TASK> Wherever the string "width" appears in the entries below, return the line that holds it.

═════ DATA SUPPLIED ═════

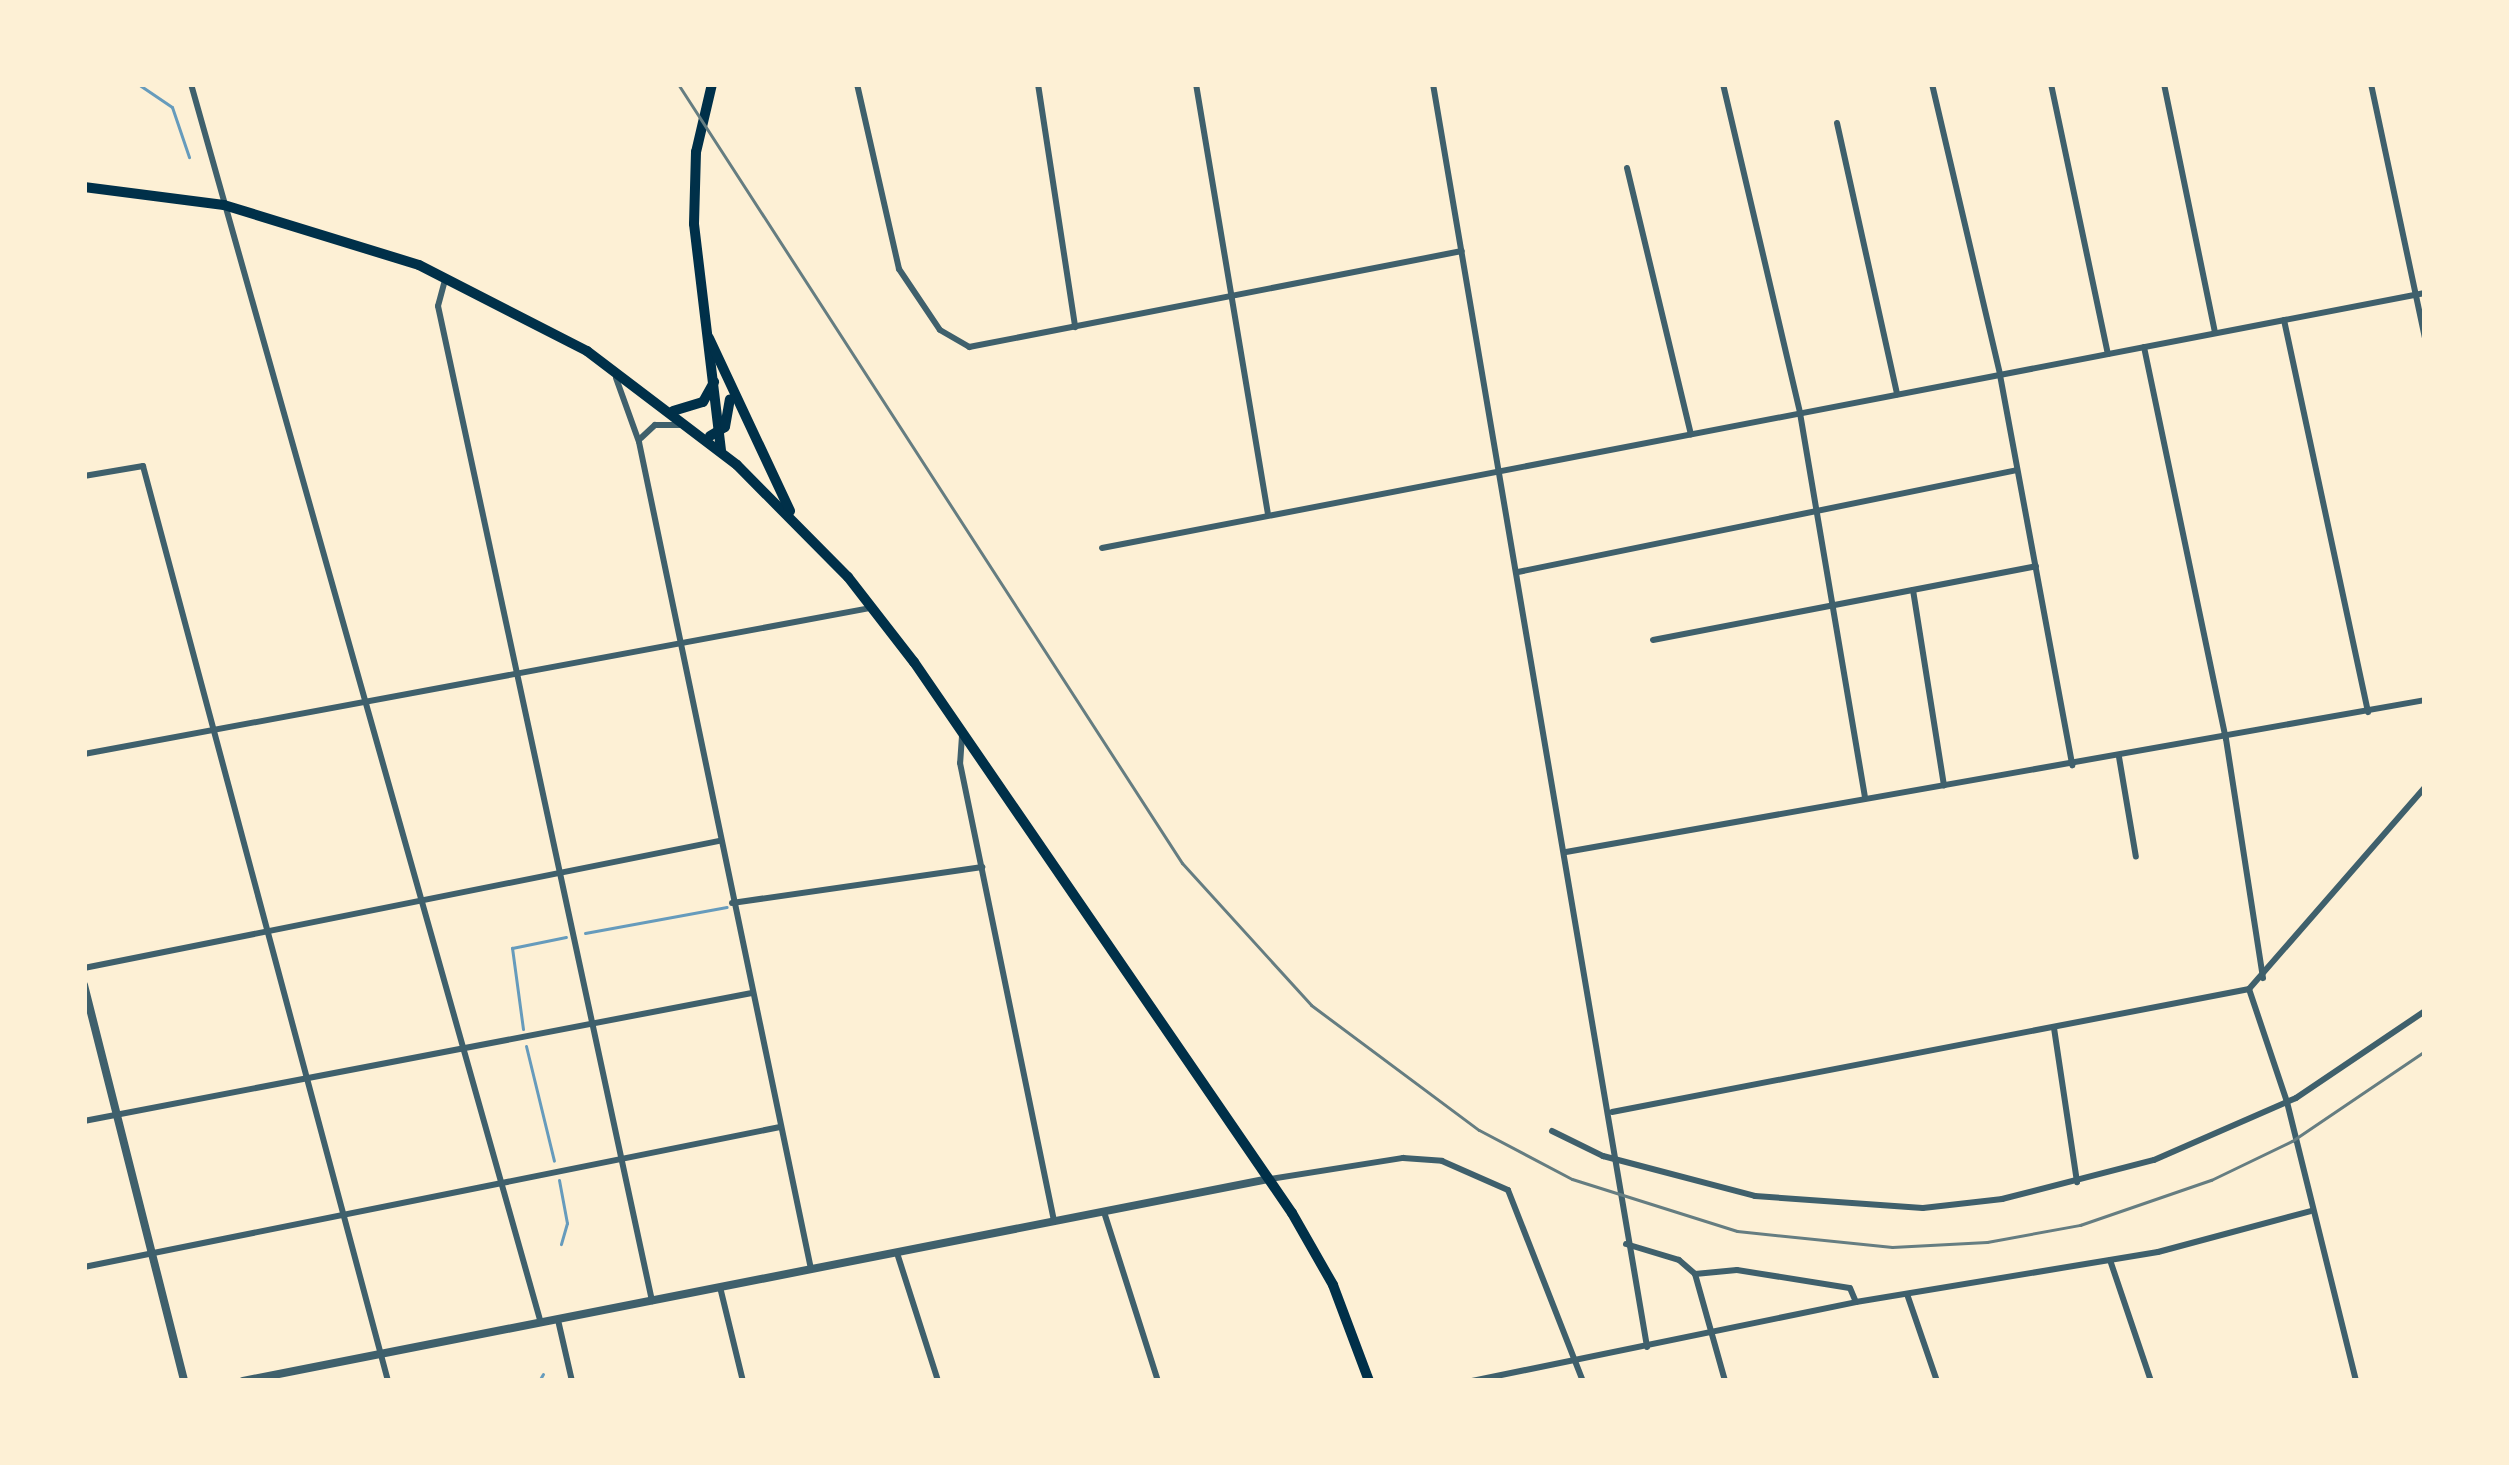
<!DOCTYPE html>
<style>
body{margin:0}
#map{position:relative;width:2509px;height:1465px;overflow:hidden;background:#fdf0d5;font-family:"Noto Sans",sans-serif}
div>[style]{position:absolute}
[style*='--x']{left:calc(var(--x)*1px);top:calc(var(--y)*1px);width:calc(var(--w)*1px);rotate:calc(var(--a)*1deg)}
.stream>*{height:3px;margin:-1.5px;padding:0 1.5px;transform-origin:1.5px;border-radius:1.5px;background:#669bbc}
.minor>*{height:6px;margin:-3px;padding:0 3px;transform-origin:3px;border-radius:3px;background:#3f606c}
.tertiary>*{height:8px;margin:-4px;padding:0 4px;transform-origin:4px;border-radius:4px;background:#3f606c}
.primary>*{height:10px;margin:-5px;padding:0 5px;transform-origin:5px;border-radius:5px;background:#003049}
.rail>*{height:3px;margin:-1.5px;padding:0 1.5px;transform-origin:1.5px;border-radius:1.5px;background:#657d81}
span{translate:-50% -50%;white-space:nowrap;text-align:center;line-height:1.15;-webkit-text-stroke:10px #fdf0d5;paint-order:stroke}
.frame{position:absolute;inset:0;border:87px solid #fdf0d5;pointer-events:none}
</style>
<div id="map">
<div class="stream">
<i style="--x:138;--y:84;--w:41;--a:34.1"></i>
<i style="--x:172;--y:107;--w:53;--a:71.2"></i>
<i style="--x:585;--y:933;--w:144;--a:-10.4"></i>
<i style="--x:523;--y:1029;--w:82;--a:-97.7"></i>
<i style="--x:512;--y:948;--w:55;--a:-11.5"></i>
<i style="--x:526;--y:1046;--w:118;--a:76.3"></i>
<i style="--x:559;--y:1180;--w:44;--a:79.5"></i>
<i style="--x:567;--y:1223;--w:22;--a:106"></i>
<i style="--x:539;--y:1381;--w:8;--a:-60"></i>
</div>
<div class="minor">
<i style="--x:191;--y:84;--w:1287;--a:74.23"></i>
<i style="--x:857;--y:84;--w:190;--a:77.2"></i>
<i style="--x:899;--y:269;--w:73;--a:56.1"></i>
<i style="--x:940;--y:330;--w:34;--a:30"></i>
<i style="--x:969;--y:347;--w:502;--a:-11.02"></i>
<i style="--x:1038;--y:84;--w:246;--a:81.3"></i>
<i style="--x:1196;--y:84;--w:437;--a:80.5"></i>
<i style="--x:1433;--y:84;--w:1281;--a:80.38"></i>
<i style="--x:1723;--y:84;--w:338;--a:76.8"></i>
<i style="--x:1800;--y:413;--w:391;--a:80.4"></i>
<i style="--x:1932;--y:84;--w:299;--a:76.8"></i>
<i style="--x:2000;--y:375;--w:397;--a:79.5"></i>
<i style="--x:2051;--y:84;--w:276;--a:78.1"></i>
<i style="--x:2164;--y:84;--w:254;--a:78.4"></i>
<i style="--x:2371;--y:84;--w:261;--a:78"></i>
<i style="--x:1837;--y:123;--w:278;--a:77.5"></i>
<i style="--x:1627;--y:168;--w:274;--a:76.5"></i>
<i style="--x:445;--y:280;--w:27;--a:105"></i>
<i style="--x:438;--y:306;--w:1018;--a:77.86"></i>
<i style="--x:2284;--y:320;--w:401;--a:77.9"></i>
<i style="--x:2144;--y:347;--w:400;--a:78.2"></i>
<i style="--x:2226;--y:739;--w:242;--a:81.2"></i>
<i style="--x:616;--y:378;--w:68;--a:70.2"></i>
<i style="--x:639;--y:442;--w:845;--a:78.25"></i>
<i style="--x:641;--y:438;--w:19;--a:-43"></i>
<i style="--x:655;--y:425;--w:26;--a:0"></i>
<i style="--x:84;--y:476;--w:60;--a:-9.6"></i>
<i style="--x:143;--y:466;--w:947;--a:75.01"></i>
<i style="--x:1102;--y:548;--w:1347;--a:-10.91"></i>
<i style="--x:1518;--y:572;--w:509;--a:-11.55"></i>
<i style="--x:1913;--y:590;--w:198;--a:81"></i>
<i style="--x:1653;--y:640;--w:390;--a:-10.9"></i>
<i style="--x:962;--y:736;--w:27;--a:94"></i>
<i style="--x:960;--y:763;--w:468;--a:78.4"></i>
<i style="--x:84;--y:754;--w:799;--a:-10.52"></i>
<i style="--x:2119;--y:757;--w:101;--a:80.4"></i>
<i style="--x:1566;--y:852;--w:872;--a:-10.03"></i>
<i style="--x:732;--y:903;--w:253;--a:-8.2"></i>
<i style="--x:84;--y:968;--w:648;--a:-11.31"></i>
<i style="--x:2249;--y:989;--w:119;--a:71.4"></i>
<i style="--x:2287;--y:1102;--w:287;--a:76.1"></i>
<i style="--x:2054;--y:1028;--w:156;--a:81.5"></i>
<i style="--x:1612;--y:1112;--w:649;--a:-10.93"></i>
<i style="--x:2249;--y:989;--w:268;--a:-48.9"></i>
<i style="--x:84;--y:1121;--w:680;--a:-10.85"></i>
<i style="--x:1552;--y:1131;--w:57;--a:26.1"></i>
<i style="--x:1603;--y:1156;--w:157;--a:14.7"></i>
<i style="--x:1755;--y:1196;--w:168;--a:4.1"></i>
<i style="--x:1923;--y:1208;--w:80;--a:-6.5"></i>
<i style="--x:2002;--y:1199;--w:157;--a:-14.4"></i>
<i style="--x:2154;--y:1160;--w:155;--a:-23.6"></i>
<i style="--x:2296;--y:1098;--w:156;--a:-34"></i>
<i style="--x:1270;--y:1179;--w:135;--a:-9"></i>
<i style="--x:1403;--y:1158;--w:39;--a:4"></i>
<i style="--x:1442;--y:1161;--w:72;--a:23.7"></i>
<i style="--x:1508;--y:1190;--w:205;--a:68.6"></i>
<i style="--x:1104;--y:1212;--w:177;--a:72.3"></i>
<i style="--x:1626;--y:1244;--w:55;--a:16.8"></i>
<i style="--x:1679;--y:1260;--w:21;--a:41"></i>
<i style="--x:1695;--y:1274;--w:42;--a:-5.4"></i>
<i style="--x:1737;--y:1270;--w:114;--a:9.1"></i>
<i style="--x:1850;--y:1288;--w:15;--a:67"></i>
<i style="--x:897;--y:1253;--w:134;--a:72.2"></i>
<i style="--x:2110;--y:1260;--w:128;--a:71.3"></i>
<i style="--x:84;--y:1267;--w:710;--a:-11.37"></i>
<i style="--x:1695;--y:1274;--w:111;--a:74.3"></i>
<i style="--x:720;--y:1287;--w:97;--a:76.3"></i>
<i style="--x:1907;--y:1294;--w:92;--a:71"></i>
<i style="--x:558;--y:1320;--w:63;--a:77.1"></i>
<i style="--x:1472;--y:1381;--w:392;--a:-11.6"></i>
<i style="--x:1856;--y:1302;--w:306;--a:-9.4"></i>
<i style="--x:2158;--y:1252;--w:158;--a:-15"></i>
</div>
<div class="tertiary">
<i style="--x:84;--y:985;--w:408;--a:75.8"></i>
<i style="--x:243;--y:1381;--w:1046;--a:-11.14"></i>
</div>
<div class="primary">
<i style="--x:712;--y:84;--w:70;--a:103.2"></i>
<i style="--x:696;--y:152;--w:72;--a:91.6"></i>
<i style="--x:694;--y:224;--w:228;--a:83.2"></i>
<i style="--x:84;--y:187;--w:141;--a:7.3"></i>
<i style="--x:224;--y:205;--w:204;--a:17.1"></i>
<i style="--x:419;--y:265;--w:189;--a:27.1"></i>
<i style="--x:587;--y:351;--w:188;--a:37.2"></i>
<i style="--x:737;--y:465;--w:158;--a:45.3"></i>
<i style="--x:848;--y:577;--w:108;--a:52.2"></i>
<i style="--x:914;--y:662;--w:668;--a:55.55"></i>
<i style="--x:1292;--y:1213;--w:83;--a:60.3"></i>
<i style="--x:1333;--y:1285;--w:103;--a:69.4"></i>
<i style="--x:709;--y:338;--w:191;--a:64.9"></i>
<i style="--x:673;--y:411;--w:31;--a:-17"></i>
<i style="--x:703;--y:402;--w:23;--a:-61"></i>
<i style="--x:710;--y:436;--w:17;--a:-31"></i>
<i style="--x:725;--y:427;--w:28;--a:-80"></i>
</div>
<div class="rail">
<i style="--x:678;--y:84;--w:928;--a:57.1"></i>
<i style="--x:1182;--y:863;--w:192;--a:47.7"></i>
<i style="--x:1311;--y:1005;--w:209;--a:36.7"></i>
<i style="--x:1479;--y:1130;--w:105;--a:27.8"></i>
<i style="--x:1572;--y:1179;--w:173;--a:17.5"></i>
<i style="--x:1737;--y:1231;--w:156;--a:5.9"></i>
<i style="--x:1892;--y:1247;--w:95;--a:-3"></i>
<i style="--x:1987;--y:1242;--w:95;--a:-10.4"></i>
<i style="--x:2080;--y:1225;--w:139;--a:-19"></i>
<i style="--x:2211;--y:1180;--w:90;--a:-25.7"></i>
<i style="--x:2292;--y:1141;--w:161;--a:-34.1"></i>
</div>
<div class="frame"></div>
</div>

═════

SOLUTION>
#map{position:relative;width:2509px;height:1465px;overflow:hidden;background:#fdf0d5;font-family:"Noto Sans",sans-serif}
[style*='--x']{left:calc(var(--x)*1px);top:calc(var(--y)*1px);width:calc(var(--w)*1px);rotate:calc(var(--a)*1deg)}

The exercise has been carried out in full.